◆ YOUR ASSIGNMENT:
From the first line of the listing below to the line containing "filter:drop-shadow(0 0 1px", write out everything exactly. No pictures.
******************************
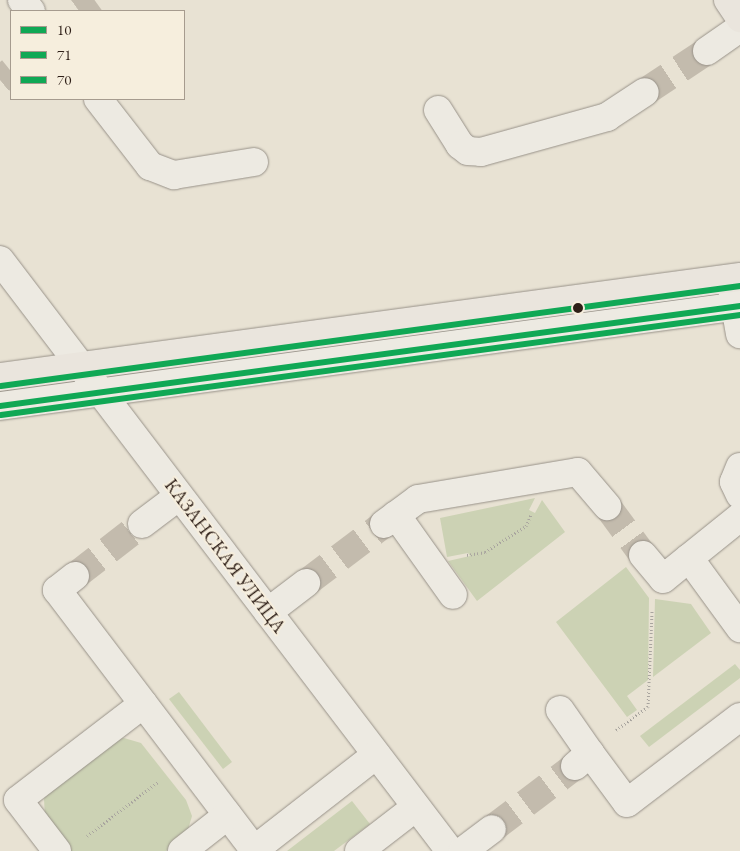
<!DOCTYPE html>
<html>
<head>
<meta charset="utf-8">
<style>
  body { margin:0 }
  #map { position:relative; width:740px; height:851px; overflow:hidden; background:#e8e2d3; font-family:"EB Garamond",serif }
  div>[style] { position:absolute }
  .green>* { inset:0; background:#ccd2b4 }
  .minor-tunnel>* { height:28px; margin-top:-14px; transform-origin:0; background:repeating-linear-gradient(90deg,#c3bbad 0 28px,transparent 0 42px) }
  .path>* { height:3px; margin-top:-1.5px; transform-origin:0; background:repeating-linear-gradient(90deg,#a9a59f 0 1px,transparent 0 3.5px) }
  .roads { filter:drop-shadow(0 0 1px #989289) drop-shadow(0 0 1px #989289) }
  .minor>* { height:28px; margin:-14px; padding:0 14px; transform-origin:14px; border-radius:14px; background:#edeae2 }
  .major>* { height:28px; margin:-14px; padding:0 14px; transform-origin:14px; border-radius:14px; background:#eae5dd }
  .bus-1>* { height:6px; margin:-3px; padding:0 3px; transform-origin:3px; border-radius:3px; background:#10a855 }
  .bus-2>* { height:6px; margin:-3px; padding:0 3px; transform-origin:3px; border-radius:3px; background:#10a855 }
  .bus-3>* { height:6px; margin:-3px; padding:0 3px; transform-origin:3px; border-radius:3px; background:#10a855 }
  .dots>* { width:14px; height:14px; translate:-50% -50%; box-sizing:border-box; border:2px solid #f6eedd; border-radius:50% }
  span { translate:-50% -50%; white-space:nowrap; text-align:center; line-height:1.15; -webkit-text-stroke:4px #f6eedd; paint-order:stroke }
  .street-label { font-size:19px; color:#2e1f17 }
  .legend { position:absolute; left:10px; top:10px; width:175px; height:90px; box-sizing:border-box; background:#f6eedd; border:1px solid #a69b8e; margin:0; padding:6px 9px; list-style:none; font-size:15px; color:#2e1f17 }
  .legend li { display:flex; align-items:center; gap:10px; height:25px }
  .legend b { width:25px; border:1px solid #a69b8e }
</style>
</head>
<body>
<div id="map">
  <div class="green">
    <div style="clip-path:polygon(535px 498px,529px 510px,535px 513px,542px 500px,565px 532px,477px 601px,448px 561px,470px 556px,468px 553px,447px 557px,440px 518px)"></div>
    <div style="clip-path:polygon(626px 567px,649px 598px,648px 680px,627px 696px,637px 710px,627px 717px,556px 622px)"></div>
    <div style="clip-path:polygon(655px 599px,691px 604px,711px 633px,653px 677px)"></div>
    <div style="clip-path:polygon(735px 664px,740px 670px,740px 678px,649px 747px,640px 736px)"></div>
    <div style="clip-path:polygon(179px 692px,232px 762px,223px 769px,169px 699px)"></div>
    <div style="clip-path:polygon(124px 738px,141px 743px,186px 800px,192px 816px,187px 833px,166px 851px,69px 851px,45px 817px,44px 799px,48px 791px,116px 739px)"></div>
    <div style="clip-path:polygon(352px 801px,370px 824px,334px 851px,287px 851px)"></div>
  </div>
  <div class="minor-tunnel">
    <div style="left:79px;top:11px;width:19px;rotate:-36deg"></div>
    <div style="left:0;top:80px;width:14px;rotate:-39deg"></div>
    <div style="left:645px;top:92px;width:74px;rotate:-33.5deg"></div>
    <div style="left:607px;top:506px;width:61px;rotate:53.7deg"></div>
    <div style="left:75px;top:576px;width:85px;rotate:-37.8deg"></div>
    <div style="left:306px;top:583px;width:98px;rotate:-37.1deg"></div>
    <div style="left:492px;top:829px;width:104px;rotate:-37.2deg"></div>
  </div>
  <div class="path">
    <div style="left:467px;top:555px;width:18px;rotate:-9deg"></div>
    <div style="left:485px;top:552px;width:49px;rotate:-32.4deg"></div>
    <div style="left:526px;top:526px;width:12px;rotate:-66deg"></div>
    <div style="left:616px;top:730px;width:39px;rotate:-36deg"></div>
    <div style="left:648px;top:707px;width:97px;rotate:-87.6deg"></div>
    <div style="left:87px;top:836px;width:89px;rotate:-37.3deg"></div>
  </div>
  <div class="roads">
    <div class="minor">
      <div style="left:22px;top:0;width:14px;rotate:51deg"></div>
      <div style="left:707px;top:51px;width:40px;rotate:-34.9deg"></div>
      <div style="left:98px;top:99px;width:85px;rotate:52.2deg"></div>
      <div style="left:150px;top:166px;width:26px;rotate:21deg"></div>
      <div style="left:174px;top:175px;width:81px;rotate:-9.2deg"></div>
      <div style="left:438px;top:110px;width:41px;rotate:57.8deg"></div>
      <div style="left:460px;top:145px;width:10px;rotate:37deg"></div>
      <div style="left:468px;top:151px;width:13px;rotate:4deg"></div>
      <div style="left:481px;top:152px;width:131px;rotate:-15.5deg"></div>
      <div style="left:607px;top:117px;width:45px;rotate:-33.3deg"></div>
      <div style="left:0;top:260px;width:743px;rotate:52.71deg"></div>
      <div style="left:732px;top:288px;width:47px;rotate:80.1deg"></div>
      <div style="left:0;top:406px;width:747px;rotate:-7.7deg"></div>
      <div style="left:740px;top:467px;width:16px;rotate:112deg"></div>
      <div style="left:734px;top:482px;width:14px;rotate:65deg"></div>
      <div style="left:396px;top:515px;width:98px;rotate:54.5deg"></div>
      <div style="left:142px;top:524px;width:46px;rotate:-37.1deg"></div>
      <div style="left:384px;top:524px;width:42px;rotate:-36.3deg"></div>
      <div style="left:418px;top:499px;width:162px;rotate:-9.6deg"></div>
      <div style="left:578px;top:472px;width:45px;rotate:49.5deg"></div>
      <div style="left:643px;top:555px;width:31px;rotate:50deg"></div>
      <div style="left:663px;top:579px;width:33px;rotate:-39deg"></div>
      <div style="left:689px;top:558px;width:87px;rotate:53.9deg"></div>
      <div style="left:689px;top:558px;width:65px;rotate:-38.8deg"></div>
      <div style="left:75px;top:576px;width:23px;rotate:142deg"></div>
      <div style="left:57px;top:590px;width:326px;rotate:52.8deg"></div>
      <div style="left:254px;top:850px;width:155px;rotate:-37.9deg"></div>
      <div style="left:268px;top:612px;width:48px;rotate:-37.3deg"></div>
      <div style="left:560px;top:710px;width:52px;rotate:55.1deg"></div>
      <div style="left:575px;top:766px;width:20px;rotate:-41deg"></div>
      <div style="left:590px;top:753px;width:62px;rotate:53.5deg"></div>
      <div style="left:627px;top:803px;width:142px;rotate:-37.3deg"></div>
      <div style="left:57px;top:851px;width:64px;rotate:-127.4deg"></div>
      <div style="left:18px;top:800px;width:158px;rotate:-37.5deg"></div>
      <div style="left:182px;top:851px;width:58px;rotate:-38deg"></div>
      <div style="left:359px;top:851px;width:72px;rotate:-37.7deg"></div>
      <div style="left:463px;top:851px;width:36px;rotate:-37deg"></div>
    </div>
    <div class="major">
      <div style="left:728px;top:0;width:22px;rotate:56deg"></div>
      <div style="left:0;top:377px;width:747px;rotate:-7.7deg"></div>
    </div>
  </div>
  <div class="bus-1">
    <div style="left:0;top:406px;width:747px;rotate:-7.7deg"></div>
  </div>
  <div class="bus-2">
    <div style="left:1px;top:415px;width:746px;rotate:-7.71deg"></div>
  </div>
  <div class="bus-3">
    <div style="left:1px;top:386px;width:746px;rotate:-7.71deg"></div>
  </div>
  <div class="dots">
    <div style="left:578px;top:308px;background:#2e1f17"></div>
  </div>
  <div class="street-label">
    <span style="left:225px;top:556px;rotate:53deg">КАЗАНСКАЯ УЛИЦА</span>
  </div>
  <ul class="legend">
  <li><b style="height:6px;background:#10a855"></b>10</li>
  <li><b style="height:6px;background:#10a855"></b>71</li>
  <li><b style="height:6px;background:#10a855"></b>70</li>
  </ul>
</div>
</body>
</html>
******************************
◆ RESULT FOR THIS TASK:
<!DOCTYPE html>
<html>
<head>
<meta charset="utf-8">
<style>
  body { margin:0 }
  #map { position:relative; width:740px; height:851px; overflow:hidden; background:#e8e2d3; font-family:"EB Garamond",serif }
  div>[style] { position:absolute }
  .green>* { inset:0; background:#ccd2b4 }
  .minor-tunnel>* { height:28px; margin-top:-14px; transform-origin:0; background:repeating-linear-gradient(90deg,#c3bbad 0 28px,transparent 0 42px) }
  .path>* { height:3px; margin-top:-1.5px; transform-origin:0; background:repeating-linear-gradient(90deg,#a9a59f 0 1px,transparent 0 3.5px) }
  .roads { filter:drop-shadow(0 0 1px #989289) drop-shadow(0 0 1px #989289) }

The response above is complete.